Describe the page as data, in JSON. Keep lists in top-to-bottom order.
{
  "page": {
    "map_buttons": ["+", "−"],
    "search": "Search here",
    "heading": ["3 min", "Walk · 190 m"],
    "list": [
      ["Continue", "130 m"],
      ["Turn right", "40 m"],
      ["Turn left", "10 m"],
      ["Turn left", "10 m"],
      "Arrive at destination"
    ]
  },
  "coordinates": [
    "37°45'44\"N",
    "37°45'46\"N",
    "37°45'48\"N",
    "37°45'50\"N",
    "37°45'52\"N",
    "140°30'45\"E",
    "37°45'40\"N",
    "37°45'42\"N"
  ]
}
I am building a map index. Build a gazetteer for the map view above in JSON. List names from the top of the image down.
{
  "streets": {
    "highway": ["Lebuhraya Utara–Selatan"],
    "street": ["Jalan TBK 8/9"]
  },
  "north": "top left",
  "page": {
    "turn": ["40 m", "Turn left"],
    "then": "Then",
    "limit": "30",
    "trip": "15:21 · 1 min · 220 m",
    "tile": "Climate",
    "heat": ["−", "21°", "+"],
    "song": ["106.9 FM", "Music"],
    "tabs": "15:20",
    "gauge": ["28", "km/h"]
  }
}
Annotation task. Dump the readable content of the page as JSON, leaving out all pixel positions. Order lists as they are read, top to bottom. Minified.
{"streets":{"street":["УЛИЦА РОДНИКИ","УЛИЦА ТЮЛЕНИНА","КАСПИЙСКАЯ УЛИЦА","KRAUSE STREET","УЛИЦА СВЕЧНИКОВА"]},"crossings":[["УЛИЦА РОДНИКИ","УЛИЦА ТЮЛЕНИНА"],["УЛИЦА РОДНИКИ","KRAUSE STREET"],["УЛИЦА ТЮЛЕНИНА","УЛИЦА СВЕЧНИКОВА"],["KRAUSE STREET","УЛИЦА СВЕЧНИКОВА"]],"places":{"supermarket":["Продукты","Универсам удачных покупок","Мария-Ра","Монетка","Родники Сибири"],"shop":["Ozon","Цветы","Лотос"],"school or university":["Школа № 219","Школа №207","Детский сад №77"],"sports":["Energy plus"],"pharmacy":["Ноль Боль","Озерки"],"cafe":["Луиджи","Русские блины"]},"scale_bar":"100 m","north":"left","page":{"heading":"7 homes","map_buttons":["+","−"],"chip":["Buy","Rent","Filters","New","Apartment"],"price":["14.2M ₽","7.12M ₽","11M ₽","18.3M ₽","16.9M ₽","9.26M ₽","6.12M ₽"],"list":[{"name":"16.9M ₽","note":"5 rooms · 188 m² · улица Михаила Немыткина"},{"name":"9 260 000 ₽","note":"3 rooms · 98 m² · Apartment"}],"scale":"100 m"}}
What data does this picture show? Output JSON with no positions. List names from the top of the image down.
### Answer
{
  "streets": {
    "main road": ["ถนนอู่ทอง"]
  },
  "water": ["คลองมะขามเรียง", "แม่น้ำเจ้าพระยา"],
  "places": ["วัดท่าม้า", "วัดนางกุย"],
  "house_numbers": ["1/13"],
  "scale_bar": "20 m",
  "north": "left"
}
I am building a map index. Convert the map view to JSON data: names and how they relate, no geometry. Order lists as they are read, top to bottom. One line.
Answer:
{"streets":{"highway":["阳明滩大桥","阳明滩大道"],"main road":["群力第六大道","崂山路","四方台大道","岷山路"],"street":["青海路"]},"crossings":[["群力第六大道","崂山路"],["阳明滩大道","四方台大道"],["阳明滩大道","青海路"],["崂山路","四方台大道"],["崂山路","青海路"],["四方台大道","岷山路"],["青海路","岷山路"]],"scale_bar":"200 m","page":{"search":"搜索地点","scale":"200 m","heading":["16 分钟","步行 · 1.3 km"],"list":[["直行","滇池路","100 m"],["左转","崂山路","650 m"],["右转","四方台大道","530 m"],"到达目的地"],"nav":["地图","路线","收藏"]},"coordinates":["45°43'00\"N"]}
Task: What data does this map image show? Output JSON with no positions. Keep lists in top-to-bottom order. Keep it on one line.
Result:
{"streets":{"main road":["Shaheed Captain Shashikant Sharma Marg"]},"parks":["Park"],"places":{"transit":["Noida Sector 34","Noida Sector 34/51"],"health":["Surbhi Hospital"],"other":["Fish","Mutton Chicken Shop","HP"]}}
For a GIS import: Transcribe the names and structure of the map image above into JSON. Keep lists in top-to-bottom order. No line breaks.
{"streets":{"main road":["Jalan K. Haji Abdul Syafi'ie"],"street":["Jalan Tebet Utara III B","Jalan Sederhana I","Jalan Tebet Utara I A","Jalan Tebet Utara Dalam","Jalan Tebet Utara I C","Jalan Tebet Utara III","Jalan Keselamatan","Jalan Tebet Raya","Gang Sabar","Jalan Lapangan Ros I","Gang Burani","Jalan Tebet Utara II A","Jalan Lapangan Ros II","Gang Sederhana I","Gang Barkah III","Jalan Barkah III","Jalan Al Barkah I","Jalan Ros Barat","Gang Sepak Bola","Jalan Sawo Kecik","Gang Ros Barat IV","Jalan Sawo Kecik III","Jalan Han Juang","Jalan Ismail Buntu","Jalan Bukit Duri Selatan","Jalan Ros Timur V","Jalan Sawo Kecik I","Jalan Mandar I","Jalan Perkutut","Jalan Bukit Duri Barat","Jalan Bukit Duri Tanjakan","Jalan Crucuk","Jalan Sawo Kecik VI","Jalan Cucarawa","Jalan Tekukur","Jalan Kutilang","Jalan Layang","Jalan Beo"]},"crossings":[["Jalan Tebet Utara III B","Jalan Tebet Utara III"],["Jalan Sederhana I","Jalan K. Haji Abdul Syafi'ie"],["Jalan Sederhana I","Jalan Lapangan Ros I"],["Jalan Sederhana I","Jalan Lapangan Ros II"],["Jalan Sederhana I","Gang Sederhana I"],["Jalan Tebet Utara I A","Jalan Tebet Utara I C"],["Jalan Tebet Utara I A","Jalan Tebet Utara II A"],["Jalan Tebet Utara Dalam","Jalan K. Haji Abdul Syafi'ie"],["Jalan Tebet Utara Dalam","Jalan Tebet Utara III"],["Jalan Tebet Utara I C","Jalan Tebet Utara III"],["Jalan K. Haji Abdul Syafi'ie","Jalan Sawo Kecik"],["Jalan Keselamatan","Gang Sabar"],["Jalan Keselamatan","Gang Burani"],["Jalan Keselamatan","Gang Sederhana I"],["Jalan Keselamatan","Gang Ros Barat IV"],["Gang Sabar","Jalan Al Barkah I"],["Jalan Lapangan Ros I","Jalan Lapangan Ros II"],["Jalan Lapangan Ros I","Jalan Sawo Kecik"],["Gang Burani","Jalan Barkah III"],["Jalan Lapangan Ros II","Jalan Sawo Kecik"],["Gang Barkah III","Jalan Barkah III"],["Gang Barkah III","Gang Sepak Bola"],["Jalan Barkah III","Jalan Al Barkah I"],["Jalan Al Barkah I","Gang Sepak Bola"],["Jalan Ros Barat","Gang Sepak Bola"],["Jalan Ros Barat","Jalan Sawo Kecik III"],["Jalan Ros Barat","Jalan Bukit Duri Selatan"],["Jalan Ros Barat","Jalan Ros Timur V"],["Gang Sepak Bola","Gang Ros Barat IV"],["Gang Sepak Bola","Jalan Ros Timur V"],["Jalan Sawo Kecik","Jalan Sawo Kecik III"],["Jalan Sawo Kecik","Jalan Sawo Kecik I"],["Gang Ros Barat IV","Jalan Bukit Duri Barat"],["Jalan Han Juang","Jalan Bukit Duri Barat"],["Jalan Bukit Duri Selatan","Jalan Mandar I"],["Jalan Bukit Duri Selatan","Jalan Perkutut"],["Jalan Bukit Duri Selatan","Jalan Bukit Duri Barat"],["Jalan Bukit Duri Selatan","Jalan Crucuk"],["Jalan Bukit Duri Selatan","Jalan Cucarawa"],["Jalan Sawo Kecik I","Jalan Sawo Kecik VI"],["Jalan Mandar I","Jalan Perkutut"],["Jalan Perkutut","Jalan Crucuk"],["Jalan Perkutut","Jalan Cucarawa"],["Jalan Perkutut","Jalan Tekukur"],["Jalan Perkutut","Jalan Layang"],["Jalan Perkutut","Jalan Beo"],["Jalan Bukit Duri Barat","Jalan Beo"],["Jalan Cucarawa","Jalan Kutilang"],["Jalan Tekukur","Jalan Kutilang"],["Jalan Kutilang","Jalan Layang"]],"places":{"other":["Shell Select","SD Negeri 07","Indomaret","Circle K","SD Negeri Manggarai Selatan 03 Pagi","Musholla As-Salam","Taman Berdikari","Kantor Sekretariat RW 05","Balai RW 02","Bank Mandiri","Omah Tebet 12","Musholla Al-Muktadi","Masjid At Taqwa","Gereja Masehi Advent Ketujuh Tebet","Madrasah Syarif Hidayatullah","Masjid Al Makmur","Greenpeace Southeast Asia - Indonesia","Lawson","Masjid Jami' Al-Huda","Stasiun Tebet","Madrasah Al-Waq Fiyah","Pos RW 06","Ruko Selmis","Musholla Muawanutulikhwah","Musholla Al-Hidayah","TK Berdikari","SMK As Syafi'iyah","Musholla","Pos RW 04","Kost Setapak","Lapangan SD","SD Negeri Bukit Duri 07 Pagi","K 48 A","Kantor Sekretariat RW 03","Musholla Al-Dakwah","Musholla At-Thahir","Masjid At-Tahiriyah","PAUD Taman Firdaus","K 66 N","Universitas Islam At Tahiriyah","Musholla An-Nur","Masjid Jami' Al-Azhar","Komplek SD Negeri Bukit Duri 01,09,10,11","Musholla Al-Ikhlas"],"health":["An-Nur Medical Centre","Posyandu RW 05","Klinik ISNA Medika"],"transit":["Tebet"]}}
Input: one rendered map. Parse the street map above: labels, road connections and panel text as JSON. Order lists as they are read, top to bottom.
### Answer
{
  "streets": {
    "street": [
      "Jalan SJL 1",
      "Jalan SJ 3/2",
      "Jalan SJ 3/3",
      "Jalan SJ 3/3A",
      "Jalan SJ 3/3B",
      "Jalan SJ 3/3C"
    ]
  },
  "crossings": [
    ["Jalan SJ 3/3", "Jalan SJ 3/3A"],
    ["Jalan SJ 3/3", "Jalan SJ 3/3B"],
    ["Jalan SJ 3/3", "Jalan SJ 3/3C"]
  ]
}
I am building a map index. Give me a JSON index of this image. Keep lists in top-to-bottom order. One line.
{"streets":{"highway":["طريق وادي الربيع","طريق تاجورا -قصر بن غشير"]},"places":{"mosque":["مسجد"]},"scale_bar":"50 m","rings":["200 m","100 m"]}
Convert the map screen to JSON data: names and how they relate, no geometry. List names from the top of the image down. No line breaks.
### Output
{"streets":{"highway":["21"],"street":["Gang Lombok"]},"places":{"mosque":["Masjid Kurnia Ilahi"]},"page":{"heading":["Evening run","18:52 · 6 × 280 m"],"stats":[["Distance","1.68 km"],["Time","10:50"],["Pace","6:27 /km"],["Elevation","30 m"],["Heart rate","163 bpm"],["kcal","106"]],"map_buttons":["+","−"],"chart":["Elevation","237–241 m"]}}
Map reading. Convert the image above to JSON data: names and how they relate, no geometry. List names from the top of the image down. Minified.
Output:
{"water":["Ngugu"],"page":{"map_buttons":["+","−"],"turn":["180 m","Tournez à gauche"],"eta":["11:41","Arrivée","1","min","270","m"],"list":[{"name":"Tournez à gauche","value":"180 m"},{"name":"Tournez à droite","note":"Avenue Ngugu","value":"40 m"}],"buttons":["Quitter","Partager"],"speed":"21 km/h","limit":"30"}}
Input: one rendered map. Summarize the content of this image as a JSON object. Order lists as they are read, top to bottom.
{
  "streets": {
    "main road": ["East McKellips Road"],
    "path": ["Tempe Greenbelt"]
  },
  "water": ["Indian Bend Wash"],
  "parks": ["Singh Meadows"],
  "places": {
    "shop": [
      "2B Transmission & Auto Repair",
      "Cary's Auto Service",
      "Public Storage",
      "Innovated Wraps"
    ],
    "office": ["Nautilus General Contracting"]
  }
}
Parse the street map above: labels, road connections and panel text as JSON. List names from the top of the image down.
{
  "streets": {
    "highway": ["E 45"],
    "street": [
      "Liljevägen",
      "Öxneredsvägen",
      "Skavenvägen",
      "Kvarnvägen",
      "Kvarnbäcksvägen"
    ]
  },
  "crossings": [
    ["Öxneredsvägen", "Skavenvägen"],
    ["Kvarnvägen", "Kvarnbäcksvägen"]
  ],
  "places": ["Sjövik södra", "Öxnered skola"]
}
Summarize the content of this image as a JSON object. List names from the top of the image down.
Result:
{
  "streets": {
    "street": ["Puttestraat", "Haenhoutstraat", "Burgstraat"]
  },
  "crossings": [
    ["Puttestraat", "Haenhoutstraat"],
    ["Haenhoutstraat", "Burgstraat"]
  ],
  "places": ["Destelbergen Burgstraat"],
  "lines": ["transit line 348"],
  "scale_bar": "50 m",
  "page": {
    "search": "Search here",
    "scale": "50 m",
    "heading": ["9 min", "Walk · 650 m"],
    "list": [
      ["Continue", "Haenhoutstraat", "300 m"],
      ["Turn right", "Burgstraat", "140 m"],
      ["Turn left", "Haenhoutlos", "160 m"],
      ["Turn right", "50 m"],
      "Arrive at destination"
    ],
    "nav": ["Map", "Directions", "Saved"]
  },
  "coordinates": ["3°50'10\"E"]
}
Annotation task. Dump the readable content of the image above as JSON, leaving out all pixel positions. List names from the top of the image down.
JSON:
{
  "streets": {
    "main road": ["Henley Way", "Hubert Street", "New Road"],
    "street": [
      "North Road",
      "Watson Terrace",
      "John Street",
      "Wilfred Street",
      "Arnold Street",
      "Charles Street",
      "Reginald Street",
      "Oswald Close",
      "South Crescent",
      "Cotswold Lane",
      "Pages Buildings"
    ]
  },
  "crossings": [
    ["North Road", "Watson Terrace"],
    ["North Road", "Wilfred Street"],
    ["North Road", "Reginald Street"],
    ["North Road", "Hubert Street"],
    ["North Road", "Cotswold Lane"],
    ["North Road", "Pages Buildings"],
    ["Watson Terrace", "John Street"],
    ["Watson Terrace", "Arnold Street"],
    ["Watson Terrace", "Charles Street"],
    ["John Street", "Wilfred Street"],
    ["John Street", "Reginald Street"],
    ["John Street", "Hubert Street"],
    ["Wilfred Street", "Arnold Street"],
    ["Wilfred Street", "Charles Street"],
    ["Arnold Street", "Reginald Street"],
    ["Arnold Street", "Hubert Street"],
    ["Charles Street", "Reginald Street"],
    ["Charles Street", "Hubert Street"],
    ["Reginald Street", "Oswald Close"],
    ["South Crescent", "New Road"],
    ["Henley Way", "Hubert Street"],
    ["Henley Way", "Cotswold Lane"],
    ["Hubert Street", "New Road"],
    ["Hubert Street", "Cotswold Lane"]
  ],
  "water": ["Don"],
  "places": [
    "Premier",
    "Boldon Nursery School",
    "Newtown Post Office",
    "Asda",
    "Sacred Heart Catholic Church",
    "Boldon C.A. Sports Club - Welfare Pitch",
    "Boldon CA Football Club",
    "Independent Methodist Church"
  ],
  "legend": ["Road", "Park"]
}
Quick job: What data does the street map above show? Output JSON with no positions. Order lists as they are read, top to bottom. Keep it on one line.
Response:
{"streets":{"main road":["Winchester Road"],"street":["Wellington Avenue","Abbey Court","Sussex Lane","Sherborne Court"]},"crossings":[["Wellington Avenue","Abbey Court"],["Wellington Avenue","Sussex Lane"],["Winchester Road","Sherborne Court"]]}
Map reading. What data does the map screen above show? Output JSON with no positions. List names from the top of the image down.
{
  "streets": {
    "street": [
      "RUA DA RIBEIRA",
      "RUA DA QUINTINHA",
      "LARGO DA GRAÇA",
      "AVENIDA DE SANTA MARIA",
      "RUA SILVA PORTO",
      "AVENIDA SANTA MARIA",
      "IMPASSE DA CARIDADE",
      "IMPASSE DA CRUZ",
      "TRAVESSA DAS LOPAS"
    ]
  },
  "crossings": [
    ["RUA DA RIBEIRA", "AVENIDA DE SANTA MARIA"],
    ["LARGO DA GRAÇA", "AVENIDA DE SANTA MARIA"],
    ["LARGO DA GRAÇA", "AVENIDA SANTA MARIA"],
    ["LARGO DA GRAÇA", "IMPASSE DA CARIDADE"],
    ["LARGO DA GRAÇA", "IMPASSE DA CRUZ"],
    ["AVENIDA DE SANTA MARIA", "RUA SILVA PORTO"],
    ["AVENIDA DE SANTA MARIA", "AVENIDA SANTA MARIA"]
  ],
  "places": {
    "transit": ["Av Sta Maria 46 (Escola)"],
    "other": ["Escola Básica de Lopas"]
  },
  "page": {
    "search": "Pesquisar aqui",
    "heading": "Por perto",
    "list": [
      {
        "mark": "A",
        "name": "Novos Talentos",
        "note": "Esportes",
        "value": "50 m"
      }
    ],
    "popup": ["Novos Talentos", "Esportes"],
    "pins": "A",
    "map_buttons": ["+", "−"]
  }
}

WORK ITEM
Tell me how many lines in the entries contain the string "Henley", and give nothing besides that number.

YOUR SOLUTION
3